Supplied records section start

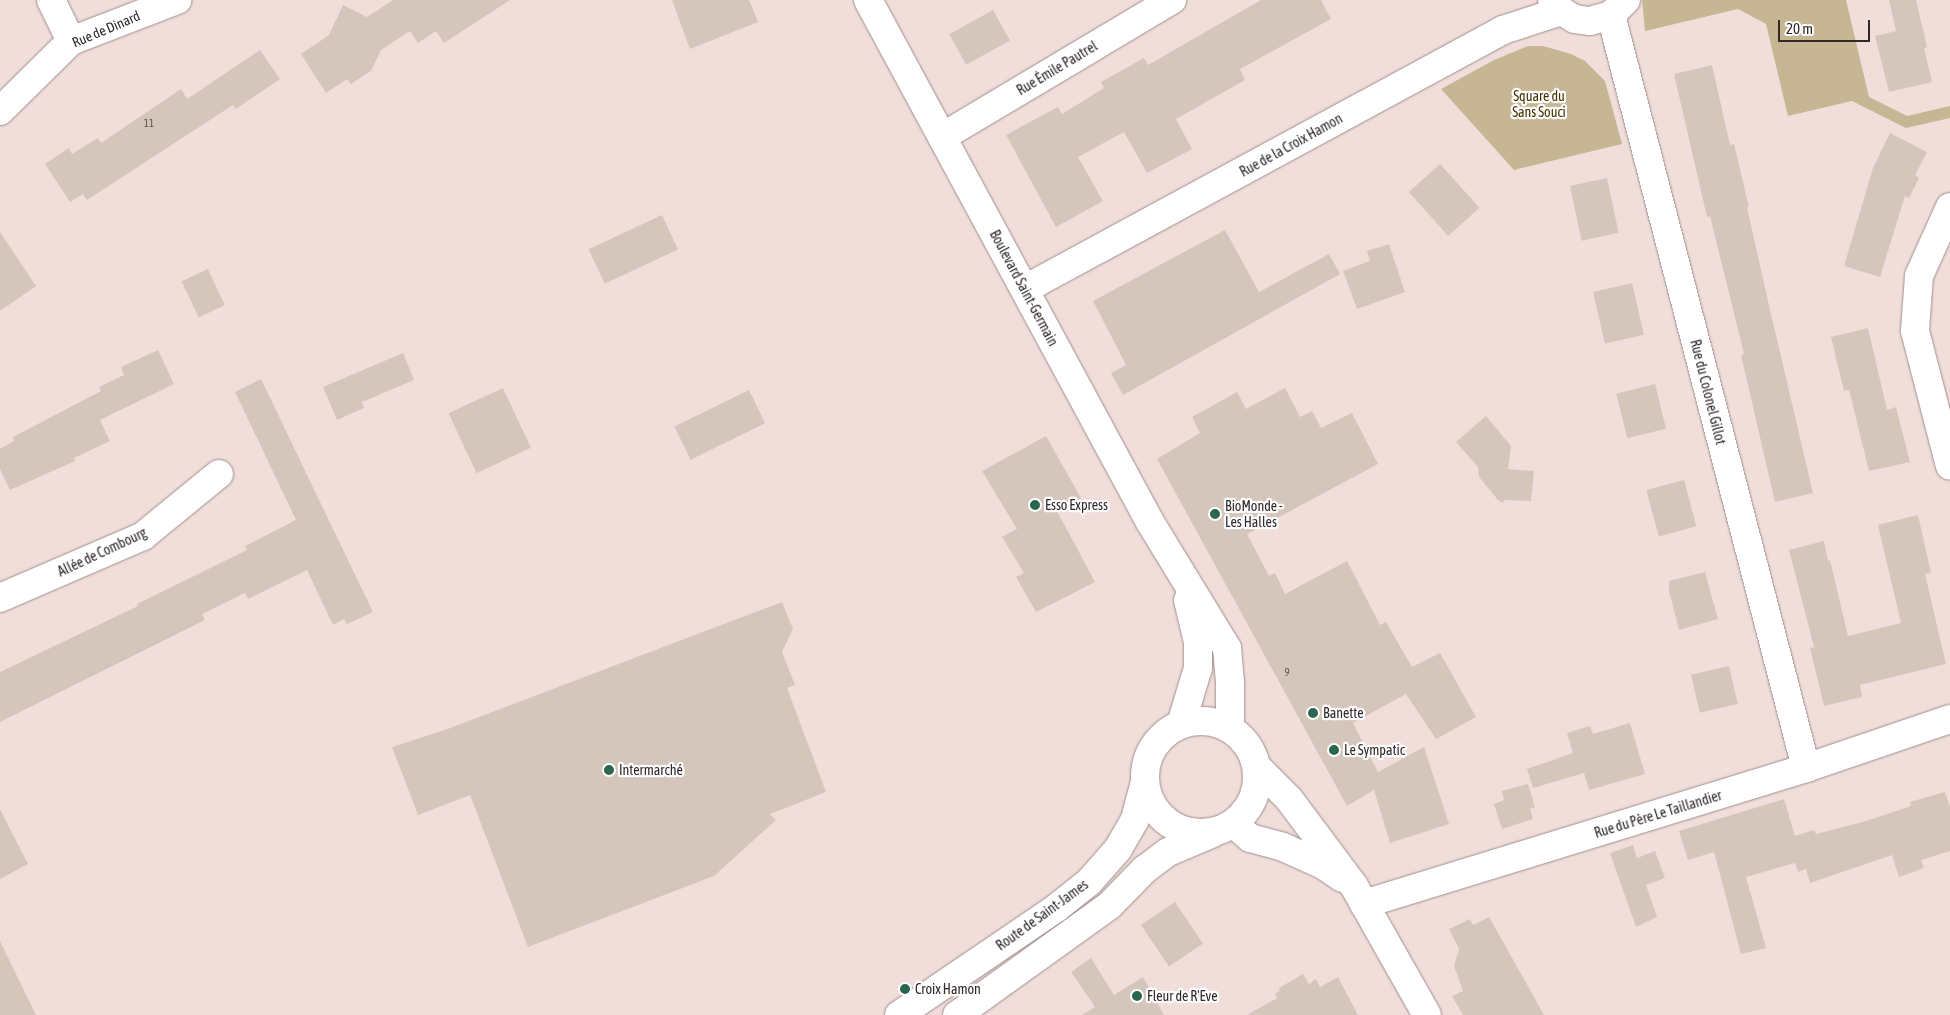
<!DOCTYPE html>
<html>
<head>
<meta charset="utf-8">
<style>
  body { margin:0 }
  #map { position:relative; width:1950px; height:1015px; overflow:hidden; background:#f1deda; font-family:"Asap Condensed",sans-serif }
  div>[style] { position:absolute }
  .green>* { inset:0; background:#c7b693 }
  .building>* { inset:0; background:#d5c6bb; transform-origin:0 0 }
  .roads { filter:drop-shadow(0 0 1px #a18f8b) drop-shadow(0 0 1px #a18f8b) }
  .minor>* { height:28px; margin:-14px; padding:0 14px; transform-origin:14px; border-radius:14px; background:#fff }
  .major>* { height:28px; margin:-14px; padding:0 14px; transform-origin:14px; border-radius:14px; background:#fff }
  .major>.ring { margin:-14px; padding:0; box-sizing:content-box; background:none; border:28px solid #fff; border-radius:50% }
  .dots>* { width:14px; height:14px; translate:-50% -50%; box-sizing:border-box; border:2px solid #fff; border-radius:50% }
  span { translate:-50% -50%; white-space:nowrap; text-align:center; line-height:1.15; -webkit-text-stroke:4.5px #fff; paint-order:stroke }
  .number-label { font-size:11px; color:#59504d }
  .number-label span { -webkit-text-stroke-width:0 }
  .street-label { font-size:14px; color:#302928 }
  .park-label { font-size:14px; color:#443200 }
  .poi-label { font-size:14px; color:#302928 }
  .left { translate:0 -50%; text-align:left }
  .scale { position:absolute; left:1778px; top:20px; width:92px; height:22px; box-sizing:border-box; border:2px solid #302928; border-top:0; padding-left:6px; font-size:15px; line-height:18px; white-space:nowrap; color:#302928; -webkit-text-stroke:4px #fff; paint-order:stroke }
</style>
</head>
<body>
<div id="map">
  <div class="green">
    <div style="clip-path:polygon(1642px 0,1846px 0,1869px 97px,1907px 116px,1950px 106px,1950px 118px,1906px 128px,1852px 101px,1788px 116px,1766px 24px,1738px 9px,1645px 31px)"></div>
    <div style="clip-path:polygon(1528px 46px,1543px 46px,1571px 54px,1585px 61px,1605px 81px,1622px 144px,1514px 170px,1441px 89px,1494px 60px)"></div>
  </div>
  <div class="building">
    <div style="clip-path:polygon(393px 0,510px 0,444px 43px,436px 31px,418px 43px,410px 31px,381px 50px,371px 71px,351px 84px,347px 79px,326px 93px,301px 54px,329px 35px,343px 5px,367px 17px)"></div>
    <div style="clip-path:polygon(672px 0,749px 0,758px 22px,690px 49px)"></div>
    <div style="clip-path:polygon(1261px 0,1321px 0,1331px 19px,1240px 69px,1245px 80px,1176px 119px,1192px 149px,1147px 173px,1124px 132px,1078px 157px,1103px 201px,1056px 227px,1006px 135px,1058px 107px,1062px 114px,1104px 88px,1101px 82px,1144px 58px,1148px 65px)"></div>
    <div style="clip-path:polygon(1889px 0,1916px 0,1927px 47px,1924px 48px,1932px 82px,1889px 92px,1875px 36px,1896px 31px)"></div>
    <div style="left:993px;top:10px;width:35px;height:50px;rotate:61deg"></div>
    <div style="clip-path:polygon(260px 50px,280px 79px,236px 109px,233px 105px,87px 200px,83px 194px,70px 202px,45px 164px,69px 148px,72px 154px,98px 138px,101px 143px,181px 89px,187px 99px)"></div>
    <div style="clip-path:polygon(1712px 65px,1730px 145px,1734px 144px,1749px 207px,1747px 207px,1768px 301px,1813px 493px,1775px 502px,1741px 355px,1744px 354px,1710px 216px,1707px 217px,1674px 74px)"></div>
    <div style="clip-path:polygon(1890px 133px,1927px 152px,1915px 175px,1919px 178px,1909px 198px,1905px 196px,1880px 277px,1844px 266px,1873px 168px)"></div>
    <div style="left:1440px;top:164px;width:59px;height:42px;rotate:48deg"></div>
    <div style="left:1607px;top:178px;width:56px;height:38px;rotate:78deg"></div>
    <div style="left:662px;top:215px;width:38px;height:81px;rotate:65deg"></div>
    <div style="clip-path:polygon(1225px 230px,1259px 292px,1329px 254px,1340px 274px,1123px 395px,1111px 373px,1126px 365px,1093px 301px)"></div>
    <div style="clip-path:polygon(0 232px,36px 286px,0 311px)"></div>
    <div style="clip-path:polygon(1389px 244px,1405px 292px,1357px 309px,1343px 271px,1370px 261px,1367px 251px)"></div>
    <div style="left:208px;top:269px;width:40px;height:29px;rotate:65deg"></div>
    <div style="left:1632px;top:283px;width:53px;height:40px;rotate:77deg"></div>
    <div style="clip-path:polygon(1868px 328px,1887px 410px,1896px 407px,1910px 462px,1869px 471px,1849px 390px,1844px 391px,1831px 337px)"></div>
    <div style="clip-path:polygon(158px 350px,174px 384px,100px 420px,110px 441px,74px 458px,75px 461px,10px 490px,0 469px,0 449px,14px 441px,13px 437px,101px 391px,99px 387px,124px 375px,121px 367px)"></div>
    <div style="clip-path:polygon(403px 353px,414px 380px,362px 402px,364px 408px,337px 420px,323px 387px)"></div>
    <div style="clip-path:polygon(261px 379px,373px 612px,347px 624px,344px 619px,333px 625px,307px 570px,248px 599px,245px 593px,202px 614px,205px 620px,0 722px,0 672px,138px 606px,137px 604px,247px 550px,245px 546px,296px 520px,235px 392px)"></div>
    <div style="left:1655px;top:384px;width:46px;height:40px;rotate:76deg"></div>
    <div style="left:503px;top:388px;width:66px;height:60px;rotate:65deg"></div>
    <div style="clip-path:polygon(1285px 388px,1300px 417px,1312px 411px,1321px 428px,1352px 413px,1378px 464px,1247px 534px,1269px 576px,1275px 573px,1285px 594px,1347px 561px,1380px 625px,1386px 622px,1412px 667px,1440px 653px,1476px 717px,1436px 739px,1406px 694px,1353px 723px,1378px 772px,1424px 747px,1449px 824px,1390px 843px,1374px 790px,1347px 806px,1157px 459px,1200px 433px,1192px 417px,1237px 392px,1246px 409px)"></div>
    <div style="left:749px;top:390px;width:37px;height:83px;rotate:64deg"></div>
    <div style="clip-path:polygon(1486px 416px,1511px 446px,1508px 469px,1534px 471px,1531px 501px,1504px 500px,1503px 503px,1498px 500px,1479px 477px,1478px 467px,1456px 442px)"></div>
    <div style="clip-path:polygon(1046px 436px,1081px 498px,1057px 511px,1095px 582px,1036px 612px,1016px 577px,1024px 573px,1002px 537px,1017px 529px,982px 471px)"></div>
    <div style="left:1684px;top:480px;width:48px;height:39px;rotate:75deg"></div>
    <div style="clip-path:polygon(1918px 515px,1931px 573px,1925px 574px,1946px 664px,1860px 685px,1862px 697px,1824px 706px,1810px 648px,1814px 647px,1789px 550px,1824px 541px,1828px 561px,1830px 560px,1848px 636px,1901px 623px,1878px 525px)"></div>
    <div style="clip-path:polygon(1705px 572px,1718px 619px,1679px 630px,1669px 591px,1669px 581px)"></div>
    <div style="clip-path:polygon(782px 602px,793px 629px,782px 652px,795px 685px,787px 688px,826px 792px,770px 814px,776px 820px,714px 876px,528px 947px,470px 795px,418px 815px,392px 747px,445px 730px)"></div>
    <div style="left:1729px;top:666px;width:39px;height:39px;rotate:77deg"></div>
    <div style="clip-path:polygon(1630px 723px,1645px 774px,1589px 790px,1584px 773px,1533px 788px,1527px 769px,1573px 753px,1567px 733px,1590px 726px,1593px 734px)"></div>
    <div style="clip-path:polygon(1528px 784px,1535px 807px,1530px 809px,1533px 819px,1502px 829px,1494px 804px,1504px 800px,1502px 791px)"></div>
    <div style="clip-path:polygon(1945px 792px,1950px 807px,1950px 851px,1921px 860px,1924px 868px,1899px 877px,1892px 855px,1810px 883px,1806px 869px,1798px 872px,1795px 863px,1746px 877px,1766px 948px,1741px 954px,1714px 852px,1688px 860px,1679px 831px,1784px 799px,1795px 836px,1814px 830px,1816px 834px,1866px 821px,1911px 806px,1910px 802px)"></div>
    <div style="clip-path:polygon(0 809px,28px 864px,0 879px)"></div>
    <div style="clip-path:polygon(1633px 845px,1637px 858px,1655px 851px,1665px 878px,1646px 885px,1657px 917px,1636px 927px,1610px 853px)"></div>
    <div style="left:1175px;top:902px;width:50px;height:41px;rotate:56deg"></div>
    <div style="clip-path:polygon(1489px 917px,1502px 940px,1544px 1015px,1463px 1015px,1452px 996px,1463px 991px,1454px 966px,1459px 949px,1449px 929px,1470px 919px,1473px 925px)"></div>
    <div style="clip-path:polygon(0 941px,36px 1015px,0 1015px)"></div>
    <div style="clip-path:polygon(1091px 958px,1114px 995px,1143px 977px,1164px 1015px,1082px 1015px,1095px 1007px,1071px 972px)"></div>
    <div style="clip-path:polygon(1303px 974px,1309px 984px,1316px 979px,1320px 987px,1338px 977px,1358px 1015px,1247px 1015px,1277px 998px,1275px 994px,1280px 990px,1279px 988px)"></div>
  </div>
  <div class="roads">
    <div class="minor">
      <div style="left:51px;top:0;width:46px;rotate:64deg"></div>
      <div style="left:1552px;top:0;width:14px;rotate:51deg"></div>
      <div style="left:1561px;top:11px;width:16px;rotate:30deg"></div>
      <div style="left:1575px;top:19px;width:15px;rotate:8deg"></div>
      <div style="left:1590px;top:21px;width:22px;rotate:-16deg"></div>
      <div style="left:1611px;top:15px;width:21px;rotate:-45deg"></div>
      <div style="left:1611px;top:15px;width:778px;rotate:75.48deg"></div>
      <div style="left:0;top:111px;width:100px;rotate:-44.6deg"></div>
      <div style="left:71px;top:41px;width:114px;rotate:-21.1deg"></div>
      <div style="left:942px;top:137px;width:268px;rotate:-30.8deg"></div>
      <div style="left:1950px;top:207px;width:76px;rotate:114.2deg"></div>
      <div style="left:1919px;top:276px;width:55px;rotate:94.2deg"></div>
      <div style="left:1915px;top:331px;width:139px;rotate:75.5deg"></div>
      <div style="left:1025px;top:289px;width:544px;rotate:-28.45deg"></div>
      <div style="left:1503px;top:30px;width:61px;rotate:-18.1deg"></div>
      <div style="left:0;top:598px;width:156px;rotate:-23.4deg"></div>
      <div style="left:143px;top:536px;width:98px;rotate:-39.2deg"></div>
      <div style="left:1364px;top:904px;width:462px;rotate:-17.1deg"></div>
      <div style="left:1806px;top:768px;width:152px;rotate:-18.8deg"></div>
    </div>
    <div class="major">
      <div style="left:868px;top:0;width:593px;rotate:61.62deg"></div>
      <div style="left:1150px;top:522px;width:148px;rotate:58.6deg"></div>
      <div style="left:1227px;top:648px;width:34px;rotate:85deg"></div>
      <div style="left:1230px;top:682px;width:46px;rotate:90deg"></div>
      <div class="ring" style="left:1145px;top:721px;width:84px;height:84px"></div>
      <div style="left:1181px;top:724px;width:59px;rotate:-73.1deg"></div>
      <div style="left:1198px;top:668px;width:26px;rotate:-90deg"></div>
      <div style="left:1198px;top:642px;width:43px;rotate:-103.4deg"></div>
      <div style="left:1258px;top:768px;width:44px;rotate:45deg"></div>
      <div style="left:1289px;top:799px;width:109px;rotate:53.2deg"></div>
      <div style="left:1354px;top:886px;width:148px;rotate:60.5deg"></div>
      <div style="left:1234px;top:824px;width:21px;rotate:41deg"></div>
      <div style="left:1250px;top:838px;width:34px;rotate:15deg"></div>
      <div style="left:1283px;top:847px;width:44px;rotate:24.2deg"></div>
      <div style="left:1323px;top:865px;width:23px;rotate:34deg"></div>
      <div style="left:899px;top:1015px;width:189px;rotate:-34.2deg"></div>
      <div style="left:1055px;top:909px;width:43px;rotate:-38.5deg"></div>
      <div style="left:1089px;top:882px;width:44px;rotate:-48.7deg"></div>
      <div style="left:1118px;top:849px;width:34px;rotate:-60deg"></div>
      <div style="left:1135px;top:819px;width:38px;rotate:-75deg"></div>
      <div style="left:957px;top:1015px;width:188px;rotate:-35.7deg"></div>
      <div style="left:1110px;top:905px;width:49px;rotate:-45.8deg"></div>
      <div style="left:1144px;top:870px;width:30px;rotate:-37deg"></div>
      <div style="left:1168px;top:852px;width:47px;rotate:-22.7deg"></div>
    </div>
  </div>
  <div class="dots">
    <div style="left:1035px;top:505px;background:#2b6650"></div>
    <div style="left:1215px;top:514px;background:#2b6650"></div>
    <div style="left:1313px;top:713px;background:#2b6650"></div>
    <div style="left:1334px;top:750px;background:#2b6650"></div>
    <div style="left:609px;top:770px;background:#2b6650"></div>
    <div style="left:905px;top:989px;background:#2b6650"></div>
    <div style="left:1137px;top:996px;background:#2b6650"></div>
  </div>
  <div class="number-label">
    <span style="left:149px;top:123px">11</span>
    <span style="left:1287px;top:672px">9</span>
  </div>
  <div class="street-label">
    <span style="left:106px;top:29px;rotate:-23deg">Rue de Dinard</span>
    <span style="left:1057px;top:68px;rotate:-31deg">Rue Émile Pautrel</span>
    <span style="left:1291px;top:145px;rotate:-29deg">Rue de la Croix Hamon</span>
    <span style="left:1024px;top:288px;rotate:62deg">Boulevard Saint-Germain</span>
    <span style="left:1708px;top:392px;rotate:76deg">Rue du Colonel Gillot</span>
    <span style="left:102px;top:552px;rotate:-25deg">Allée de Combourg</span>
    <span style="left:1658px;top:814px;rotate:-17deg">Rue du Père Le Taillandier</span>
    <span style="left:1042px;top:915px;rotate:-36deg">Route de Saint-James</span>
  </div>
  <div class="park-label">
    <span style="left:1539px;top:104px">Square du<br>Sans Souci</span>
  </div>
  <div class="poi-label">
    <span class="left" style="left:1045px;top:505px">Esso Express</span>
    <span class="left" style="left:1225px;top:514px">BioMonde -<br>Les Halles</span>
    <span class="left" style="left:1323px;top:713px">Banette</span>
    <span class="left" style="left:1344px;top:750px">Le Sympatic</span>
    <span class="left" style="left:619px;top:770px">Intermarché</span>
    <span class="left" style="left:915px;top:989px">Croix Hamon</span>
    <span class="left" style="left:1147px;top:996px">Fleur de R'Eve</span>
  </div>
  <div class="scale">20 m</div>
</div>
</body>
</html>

Supplied records section end

What is expected: Pictures should not appear in the copy. Write out exactly the lines above from the first one through the line that contains "filter:drop-shadow(0 0 1px".

Exercise result:
<!DOCTYPE html>
<html>
<head>
<meta charset="utf-8">
<style>
  body { margin:0 }
  #map { position:relative; width:1950px; height:1015px; overflow:hidden; background:#f1deda; font-family:"Asap Condensed",sans-serif }
  div>[style] { position:absolute }
  .green>* { inset:0; background:#c7b693 }
  .building>* { inset:0; background:#d5c6bb; transform-origin:0 0 }
  .roads { filter:drop-shadow(0 0 1px #a18f8b) drop-shadow(0 0 1px #a18f8b) }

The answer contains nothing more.